Direktøren for det hele / The Boss of It All, 2006, Lars von Trier

Premiere:

"Direktøren for det hele (The Boss of It All)" by Lars von Trier

December 17, 2009
 

Since his international canonization after Breaking the Waves (1996) and his widely influential “Dogma 95” manifesto, Lars von Trier seems to be perceived less and less as a filmmaker with a specific body of work. In the global media game, his role as a provocateur, his potential for cultural controversy and his delicate relationship with the public appear to take up more space than his actual filmmaking. Consequently, any von Trier film that does not lend itself to scandalization can easily fall under the radar.
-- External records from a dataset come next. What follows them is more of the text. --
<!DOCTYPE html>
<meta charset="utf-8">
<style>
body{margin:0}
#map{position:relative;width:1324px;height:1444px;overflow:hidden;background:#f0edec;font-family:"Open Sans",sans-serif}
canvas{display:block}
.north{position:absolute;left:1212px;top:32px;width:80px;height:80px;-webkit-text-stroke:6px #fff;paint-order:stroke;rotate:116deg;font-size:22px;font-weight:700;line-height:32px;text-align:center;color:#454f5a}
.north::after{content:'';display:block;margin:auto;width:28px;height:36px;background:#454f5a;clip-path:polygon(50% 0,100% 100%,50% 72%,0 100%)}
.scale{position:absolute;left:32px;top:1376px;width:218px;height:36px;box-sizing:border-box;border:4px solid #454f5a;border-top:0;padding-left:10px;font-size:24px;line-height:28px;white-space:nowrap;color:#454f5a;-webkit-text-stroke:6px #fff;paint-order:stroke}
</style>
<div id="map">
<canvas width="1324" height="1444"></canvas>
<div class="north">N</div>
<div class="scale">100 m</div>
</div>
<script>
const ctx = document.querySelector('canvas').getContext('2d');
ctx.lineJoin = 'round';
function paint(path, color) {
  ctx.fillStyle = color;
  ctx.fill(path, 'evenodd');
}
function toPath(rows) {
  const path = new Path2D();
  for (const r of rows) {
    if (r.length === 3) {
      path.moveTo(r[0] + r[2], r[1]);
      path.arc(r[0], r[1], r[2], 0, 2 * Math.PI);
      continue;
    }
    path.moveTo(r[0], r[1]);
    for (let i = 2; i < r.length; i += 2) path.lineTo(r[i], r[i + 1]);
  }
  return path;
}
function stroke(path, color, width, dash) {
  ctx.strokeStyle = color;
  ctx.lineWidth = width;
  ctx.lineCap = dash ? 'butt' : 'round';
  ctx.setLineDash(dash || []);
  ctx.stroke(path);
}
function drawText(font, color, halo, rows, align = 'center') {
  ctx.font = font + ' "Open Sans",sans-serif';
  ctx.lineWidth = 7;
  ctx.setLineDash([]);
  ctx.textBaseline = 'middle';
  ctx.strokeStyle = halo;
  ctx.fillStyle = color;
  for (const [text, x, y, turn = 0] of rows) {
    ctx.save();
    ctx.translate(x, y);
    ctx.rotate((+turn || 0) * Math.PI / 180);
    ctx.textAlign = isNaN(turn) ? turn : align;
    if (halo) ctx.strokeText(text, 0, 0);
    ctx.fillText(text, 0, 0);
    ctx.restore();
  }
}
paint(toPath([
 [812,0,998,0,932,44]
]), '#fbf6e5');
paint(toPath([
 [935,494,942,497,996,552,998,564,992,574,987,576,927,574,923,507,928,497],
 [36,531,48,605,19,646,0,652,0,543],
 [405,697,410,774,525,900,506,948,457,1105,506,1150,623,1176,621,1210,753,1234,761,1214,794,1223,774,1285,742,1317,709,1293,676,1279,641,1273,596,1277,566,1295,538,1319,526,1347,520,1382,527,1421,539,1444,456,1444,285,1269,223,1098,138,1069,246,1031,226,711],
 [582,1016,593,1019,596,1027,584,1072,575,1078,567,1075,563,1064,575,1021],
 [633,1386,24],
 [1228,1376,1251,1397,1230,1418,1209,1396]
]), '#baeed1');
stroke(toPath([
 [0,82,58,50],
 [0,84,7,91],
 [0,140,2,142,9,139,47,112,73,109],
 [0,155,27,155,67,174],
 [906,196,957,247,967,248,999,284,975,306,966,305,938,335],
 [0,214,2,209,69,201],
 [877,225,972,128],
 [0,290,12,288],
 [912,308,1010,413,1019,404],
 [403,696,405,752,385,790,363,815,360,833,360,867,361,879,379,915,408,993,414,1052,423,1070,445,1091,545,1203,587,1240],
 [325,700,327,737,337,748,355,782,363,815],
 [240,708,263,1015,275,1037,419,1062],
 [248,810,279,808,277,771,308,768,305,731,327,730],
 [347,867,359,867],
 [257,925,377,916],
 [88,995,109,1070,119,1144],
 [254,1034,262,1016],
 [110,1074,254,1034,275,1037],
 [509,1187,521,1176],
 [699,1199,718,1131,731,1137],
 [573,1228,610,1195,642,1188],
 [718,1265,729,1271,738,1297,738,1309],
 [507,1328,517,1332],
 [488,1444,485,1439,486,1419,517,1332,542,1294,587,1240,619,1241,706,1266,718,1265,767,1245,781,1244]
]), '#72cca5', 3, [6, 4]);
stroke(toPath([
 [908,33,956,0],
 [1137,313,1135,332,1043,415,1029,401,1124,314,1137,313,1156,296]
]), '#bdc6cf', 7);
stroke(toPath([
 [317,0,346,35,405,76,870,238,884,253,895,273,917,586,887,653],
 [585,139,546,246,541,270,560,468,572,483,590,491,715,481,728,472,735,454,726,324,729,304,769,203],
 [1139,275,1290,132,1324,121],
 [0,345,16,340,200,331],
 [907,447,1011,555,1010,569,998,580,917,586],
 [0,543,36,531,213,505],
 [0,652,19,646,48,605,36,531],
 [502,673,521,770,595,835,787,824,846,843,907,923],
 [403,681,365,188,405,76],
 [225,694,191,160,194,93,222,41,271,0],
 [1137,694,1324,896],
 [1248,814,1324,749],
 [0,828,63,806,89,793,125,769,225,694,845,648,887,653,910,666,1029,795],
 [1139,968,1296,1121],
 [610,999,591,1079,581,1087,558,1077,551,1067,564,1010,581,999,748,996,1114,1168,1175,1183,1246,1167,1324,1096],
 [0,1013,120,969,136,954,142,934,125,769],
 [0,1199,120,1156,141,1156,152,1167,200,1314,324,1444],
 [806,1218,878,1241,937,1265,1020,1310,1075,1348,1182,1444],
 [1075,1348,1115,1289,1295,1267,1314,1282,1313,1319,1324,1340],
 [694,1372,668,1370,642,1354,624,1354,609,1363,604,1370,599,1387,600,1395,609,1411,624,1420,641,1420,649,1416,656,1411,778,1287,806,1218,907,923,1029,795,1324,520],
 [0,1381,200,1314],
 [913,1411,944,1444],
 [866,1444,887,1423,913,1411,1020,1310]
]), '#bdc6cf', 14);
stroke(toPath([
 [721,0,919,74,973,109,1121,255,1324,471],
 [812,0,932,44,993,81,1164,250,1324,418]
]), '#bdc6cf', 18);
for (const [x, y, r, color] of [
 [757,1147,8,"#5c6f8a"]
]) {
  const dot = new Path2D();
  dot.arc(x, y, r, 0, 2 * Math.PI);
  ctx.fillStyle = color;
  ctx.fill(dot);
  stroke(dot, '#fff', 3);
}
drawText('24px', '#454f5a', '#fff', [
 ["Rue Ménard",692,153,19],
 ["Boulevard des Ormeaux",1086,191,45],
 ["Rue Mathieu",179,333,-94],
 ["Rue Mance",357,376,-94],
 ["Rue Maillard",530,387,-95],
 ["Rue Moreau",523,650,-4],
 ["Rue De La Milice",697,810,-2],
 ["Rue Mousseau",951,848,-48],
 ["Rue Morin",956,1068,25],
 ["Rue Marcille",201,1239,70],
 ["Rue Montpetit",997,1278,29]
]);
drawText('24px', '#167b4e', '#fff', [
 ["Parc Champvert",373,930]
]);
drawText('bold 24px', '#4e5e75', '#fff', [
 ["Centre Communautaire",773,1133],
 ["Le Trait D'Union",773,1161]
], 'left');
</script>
The Boss of It All (2006) is a case in point: in many European countries (including Austria) it didn’t even receive a theatrical release.

 

Shot in “Automavision”, a technique which leaves certain aesthetic decisions to chance, The Boss of It All is a small, sharply focused project – in some ways a palate-cleanser that von Trier served up between the lavish banquets of Manderlay and Antichrist. At the same time, the film presents a clear-eyed perspective on one of the core elements in von Trier’s cinema: the insistent and inventive inquiry into social conformity and group behavior, achieved through absurdist role-playing. Direktøren for det hele/The Boss of It All is an examination of the workplace as shaped by the ’built-on-air’ economies of the post-Fordist Age. Setting the film in a mid-level IT company in Copenhagen, von Trier employs biting sarcasm – and the means of theatre – to expose the secrets and lies and the ‘everyday theatricality’ in his characters’ lives.